Надежда Николаевна пожала плечами, сделала пальцы граблями и одним махом закончила строку: „… означенные же образцы препровождаются с настоящим письмом“. Звонок, бросок каретки, красная строка…
Но Юфряков, решив блеснуть остроумием, всегда говорил до конца:
– Право же, на ум приходит небезызвестная история про яблоко, коим Ева в Эдеме прельстила Адама.
Надежда Николаевна учтиво покивала.
– Ха-ха-ха – закончил Юфряков.
Надежда Николаевна набрала в память следующую толику канцелярского тумана и стала переносить его на лист, заправленный в ремингтон. Пальцы сами бегали по клавишам, Надежда же Николаевна искоса поглядывала на вурдалачьи губы Юфрякова, алевшие в стоявшем рядом с ней зеркальце.

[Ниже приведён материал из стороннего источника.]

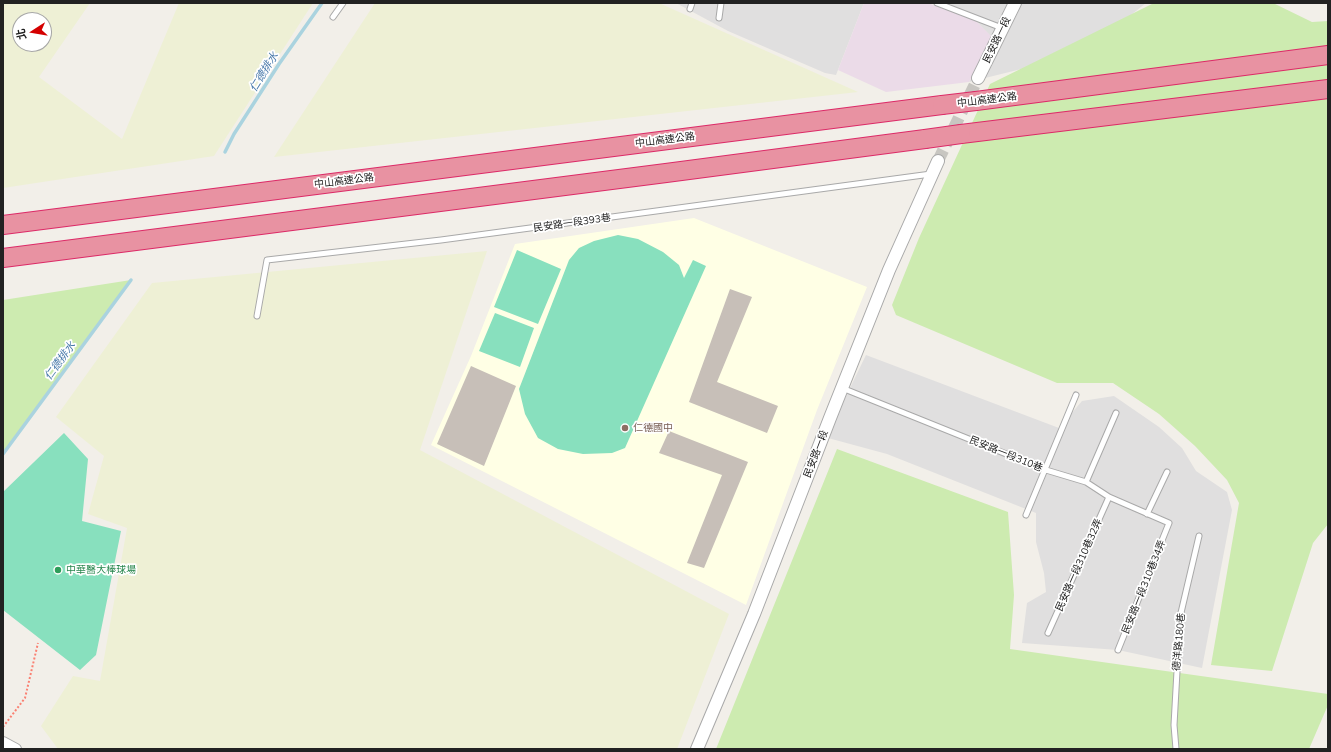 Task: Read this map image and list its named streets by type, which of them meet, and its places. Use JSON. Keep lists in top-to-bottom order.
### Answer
{
  "streets": {
    "highway": ["中山高速公路"],
    "street": ["民安路一段"],
    "lane": [
      "民安路一段393巷",
      "民安路一段310巷",
      "民安路一段310巷32弄",
      "民安路一段310巷34弄",
      "德洋路180巷"
    ]
  },
  "crossings": [
    ["民安路一段", "民安路一段393巷"],
    ["民安路一段", "民安路一段310巷"],
    ["民安路一段310巷", "民安路一段310巷32弄"],
    ["民安路一段310巷", "民安路一段310巷34弄"]
  ],
  "water": ["仁德排水"],
  "places": ["仁德國中", "中華醫大棒球場"],
  "north": "left"
} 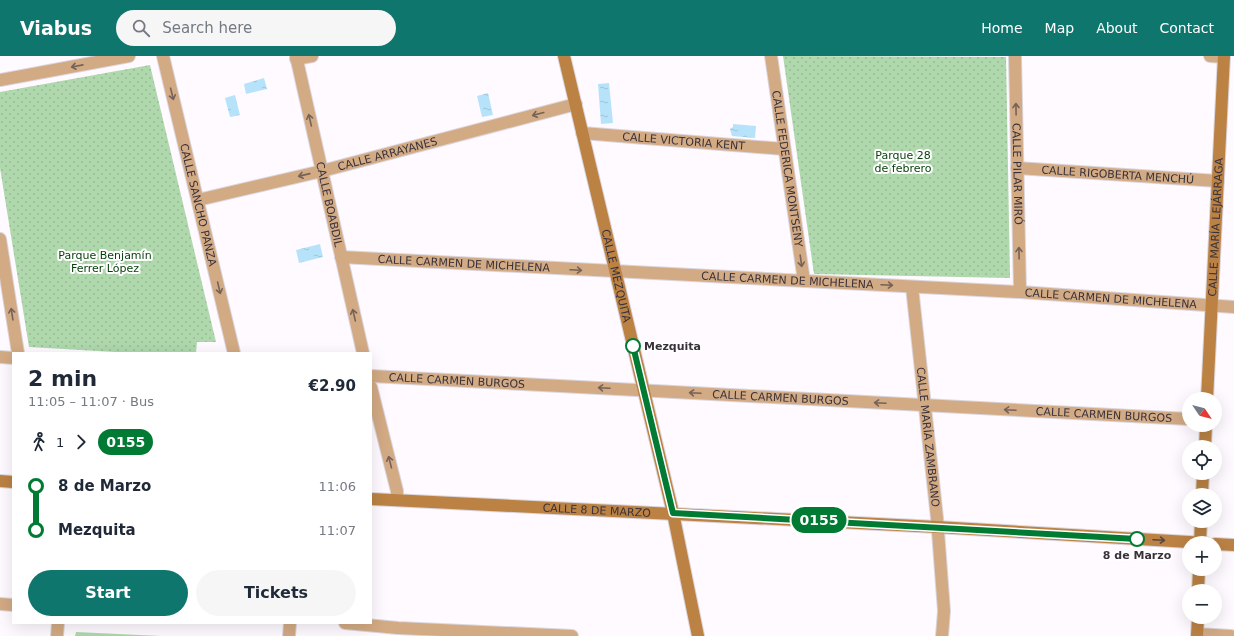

– Какие, однако, у вас красивые руки – шевельнулись губы. – Сколько в них грации!
Надежда Николаевна внимательно, поднимая брови и пуча глаза à l'imbécile [21]21
… à l'imbécile [фр.]… по-дурацки
[Закрыть], осмотрела кончики своих пальцев, как всегда испачканные соприкосновением с угольной бумагой.
– Это вам – Юфряков положил к ремингтону коробочку, на крышке которой боярин времен Алексея Михайловича держал в руках поднос с конфетами фабрики Сиу.
– Мерси – сквозь зубы проговорила Надежда Николаевна. – Я не ем сладкого.
Уголки вурдалачьих губ дрогнули и поползли вниз.
– От сластей прыщи разводятся и пузо болит – продолжала Надежда Николаевна.
Юфряков подумал, потом вынул из котелка белые перчатки и развел руки в стороны – в одну перчатки, в другую котелок.
– Ну что ж… А может быть, вы позволите пригласить вас в „Яр“?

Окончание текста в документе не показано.